▸ WORKING DATA:
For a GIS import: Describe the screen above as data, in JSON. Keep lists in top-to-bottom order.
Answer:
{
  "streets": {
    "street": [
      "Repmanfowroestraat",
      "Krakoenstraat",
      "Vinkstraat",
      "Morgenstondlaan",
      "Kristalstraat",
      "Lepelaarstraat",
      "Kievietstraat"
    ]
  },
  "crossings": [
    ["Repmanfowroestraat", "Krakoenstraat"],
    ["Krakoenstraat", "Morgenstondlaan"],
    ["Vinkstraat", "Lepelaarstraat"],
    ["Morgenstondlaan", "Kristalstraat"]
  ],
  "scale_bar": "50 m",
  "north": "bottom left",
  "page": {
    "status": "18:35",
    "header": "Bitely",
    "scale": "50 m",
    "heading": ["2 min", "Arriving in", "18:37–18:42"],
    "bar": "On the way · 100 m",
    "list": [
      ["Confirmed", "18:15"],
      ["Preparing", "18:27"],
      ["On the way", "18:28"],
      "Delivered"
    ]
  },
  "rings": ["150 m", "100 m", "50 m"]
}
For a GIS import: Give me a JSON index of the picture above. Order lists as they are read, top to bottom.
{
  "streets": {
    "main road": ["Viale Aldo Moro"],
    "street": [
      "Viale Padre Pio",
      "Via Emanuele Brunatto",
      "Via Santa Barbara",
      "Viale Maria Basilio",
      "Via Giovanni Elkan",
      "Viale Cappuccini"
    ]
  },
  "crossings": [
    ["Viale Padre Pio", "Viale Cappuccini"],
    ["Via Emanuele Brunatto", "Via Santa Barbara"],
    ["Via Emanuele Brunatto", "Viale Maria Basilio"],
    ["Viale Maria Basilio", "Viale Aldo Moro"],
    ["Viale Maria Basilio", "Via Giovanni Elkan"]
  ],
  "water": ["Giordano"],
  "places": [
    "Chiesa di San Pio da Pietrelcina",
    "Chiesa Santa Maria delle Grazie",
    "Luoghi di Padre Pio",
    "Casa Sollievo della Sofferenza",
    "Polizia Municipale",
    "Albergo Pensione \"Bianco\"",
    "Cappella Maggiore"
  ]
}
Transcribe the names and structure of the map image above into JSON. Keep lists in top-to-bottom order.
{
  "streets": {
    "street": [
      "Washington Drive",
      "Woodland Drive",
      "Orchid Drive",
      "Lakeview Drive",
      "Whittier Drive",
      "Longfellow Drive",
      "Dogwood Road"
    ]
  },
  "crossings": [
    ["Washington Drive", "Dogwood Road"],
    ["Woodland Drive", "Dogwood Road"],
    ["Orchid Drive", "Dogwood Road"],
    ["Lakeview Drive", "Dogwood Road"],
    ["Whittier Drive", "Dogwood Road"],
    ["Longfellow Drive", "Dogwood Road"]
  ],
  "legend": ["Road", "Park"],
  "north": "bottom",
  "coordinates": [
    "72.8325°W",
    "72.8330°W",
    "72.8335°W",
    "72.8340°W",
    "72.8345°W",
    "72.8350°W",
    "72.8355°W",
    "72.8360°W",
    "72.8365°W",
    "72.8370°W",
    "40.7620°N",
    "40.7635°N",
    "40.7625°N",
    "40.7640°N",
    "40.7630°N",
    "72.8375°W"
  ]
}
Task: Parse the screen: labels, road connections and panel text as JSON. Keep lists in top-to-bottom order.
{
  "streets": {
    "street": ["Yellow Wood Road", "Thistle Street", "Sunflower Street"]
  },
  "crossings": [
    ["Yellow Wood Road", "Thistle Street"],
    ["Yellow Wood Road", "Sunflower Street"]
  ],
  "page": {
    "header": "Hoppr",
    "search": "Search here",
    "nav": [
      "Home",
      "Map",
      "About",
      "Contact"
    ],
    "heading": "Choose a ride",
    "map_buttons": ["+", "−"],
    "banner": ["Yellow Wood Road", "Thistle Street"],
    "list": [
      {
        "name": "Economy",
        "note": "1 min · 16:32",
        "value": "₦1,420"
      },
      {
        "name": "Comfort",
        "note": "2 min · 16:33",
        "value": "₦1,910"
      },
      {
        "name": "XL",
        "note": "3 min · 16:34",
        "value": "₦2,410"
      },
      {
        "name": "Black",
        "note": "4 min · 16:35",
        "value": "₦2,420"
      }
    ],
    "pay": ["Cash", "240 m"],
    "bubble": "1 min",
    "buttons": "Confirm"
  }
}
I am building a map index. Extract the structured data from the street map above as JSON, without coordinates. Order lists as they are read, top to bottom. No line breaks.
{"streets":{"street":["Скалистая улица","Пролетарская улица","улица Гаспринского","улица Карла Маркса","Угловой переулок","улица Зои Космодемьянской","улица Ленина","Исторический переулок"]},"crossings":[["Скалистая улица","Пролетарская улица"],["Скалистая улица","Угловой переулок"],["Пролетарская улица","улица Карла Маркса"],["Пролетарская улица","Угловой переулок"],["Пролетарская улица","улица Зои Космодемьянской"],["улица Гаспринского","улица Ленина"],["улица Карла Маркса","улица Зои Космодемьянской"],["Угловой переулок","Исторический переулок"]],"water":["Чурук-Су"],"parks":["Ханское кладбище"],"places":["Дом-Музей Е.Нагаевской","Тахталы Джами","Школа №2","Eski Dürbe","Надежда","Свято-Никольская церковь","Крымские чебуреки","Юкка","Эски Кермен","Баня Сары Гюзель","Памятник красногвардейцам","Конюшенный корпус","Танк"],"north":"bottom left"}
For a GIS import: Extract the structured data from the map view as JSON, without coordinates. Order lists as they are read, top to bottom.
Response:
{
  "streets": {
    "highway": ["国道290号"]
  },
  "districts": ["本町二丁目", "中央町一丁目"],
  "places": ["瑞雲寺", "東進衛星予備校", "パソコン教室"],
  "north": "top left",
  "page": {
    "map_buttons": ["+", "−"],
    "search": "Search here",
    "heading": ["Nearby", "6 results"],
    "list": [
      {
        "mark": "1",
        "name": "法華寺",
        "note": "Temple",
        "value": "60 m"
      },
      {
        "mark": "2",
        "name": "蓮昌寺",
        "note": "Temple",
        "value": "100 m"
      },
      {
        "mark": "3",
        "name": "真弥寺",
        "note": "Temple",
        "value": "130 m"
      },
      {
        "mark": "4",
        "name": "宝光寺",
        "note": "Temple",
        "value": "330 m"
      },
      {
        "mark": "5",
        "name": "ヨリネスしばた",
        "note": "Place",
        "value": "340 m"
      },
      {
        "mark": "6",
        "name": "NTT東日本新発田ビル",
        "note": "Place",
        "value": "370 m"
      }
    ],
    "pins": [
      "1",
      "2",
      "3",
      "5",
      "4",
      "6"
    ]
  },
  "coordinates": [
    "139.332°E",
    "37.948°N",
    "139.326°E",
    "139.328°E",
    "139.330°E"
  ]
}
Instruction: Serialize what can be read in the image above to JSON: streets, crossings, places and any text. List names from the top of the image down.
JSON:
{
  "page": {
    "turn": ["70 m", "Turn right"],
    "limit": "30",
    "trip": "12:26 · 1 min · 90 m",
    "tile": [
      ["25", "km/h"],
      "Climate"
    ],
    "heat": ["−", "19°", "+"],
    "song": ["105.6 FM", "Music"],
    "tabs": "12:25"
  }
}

▸ REQUIREMENT:
In full and without alteration, write out each record.

▸ ANSWER BOX:
For a GIS import: Describe the screen above as data, in JSON. Keep lists in top-to-bottom order.
Answer:
{
  "streets": {
    "street": [
      "Repmanfowroestraat",
      "Krakoenstraat",
      "Vinkstraat",
      "Morgenstondlaan",
      "Kristalstraat",
      "Lepelaarstraat",
      "Kievietstraat"
    ]
  },
  "crossings": [
    ["Repmanfowroestraat", "Krakoenstraat"],
    ["Krakoenstraat", "Morgenstondlaan"],
    ["Vinkstraat", "Lepelaarstraat"],
    ["Morgenstondlaan", "Kristalstraat"]
  ],
  "scale_bar": "50 m",
  "north": "bottom left",
  "page": {
    "status": "18:35",
    "header": "Bitely",
    "scale": "50 m",
    "heading": ["2 min", "Arriving in", "18:37–18:42"],
    "bar": "On the way · 100 m",
    "list": [
      ["Confirmed", "18:15"],
      ["Preparing", "18:27"],
      ["On the way", "18:28"],
      "Delivered"
    ]
  },
  "rings": ["150 m", "100 m", "50 m"]
}
For a GIS import: Give me a JSON index of the picture above. Order lists as they are read, top to bottom.
{
  "streets": {
    "main road": ["Viale Aldo Moro"],
    "street": [
      "Viale Padre Pio",
      "Via Emanuele Brunatto",
      "Via Santa Barbara",
      "Viale Maria Basilio",
      "Via Giovanni Elkan",
      "Viale Cappuccini"
    ]
  },
  "crossings": [
    ["Viale Padre Pio", "Viale Cappuccini"],
    ["Via Emanuele Brunatto", "Via Santa Barbara"],
    ["Via Emanuele Brunatto", "Viale Maria Basilio"],
    ["Viale Maria Basilio", "Viale Aldo Moro"],
    ["Viale Maria Basilio", "Via Giovanni Elkan"]
  ],
  "water": ["Giordano"],
  "places": [
    "Chiesa di San Pio da Pietrelcina",
    "Chiesa Santa Maria delle Grazie",
    "Luoghi di Padre Pio",
    "Casa Sollievo della Sofferenza",
    "Polizia Municipale",
    "Albergo Pensione \"Bianco\"",
    "Cappella Maggiore"
  ]
}
Transcribe the names and structure of the map image above into JSON. Keep lists in top-to-bottom order.
{
  "streets": {
    "street": [
      "Washington Drive",
      "Woodland Drive",
      "Orchid Drive",
      "Lakeview Drive",
      "Whittier Drive",
      "Longfellow Drive",
      "Dogwood Road"
    ]
  },
  "crossings": [
    ["Washington Drive", "Dogwood Road"],
    ["Woodland Drive", "Dogwood Road"],
    ["Orchid Drive", "Dogwood Road"],
    ["Lakeview Drive", "Dogwood Road"],
    ["Whittier Drive", "Dogwood Road"],
    ["Longfellow Drive", "Dogwood Road"]
  ],
  "legend": ["Road", "Park"],
  "north": "bottom",
  "coordinates": [
    "72.8325°W",
    "72.8330°W",
    "72.8335°W",
    "72.8340°W",
    "72.8345°W",
    "72.8350°W",
    "72.8355°W",
    "72.8360°W",
    "72.8365°W",
    "72.8370°W",
    "40.7620°N",
    "40.7635°N",
    "40.7625°N",
    "40.7640°N",
    "40.7630°N",
    "72.8375°W"
  ]
}
Task: Parse the screen: labels, road connections and panel text as JSON. Keep lists in top-to-bottom order.
{
  "streets": {
    "street": ["Yellow Wood Road", "Thistle Street", "Sunflower Street"]
  },
  "crossings": [
    ["Yellow Wood Road", "Thistle Street"],
    ["Yellow Wood Road", "Sunflower Street"]
  ],
  "page": {
    "header": "Hoppr",
    "search": "Search here",
    "nav": [
      "Home",
      "Map",
      "About",
      "Contact"
    ],
    "heading": "Choose a ride",
    "map_buttons": ["+", "−"],
    "banner": ["Yellow Wood Road", "Thistle Street"],
    "list": [
      {
        "name": "Economy",
        "note": "1 min · 16:32",
        "value": "₦1,420"
      },
      {
        "name": "Comfort",
        "note": "2 min · 16:33",
        "value": "₦1,910"
      },
      {
        "name": "XL",
        "note": "3 min · 16:34",
        "value": "₦2,410"
      },
      {
        "name": "Black",
        "note": "4 min · 16:35",
        "value": "₦2,420"
      }
    ],
    "pay": ["Cash", "240 m"],
    "bubble": "1 min",
    "buttons": "Confirm"
  }
}
I am building a map index. Extract the structured data from the street map above as JSON, without coordinates. Order lists as they are read, top to bottom. No line breaks.
{"streets":{"street":["Скалистая улица","Пролетарская улица","улица Гаспринского","улица Карла Маркса","Угловой переулок","улица Зои Космодемьянской","улица Ленина","Исторический переулок"]},"crossings":[["Скалистая улица","Пролетарская улица"],["Скалистая улица","Угловой переулок"],["Пролетарская улица","улица Карла Маркса"],["Пролетарская улица","Угловой переулок"],["Пролетарская улица","улица Зои Космодемьянской"],["улица Гаспринского","улица Ленина"],["улица Карла Маркса","улица Зои Космодемьянской"],["Угловой переулок","Исторический переулок"]],"water":["Чурук-Су"],"parks":["Ханское кладбище"],"places":["Дом-Музей Е.Нагаевской","Тахталы Джами","Школа №2","Eski Dürbe","Надежда","Свято-Никольская церковь","Крымские чебуреки","Юкка","Эски Кермен","Баня Сары Гюзель","Памятник красногвардейцам","Конюшенный корпус","Танк"],"north":"bottom left"}
For a GIS import: Extract the structured data from the map view as JSON, without coordinates. Order lists as they are read, top to bottom.
Response:
{
  "streets": {
    "highway": ["国道290号"]
  },
  "districts": ["本町二丁目", "中央町一丁目"],
  "places": ["瑞雲寺", "東進衛星予備校", "パソコン教室"],
  "north": "top left",
  "page": {
    "map_buttons": ["+", "−"],
    "search": "Search here",
    "heading": ["Nearby", "6 results"],
    "list": [
      {
        "mark": "1",
        "name": "法華寺",
        "note": "Temple",
        "value": "60 m"
      },
      {
        "mark": "2",
        "name": "蓮昌寺",
        "note": "Temple",
        "value": "100 m"
      },
      {
        "mark": "3",
        "name": "真弥寺",
        "note": "Temple",
        "value": "130 m"
      },
      {
        "mark": "4",
        "name": "宝光寺",
        "note": "Temple",
        "value": "330 m"
      },
      {
        "mark": "5",
        "name": "ヨリネスしばた",
        "note": "Place",
        "value": "340 m"
      },
      {
        "mark": "6",
        "name": "NTT東日本新発田ビル",
        "note": "Place",
        "value": "370 m"
      }
    ],
    "pins": [
      "1",
      "2",
      "3",
      "5",
      "4",
      "6"
    ]
  },
  "coordinates": [
    "139.332°E",
    "37.948°N",
    "139.326°E",
    "139.328°E",
    "139.330°E"
  ]
}
Instruction: Serialize what can be read in the image above to JSON: streets, crossings, places and any text. List names from the top of the image down.
JSON:
{
  "page": {
    "turn": ["70 m", "Turn right"],
    "limit": "30",
    "trip": "12:26 · 1 min · 90 m",
    "tile": [
      ["25", "km/h"],
      "Climate"
    ],
    "heat": ["−", "19°", "+"],
    "song": ["105.6 FM", "Music"],
    "tabs": "12:25"
  }
}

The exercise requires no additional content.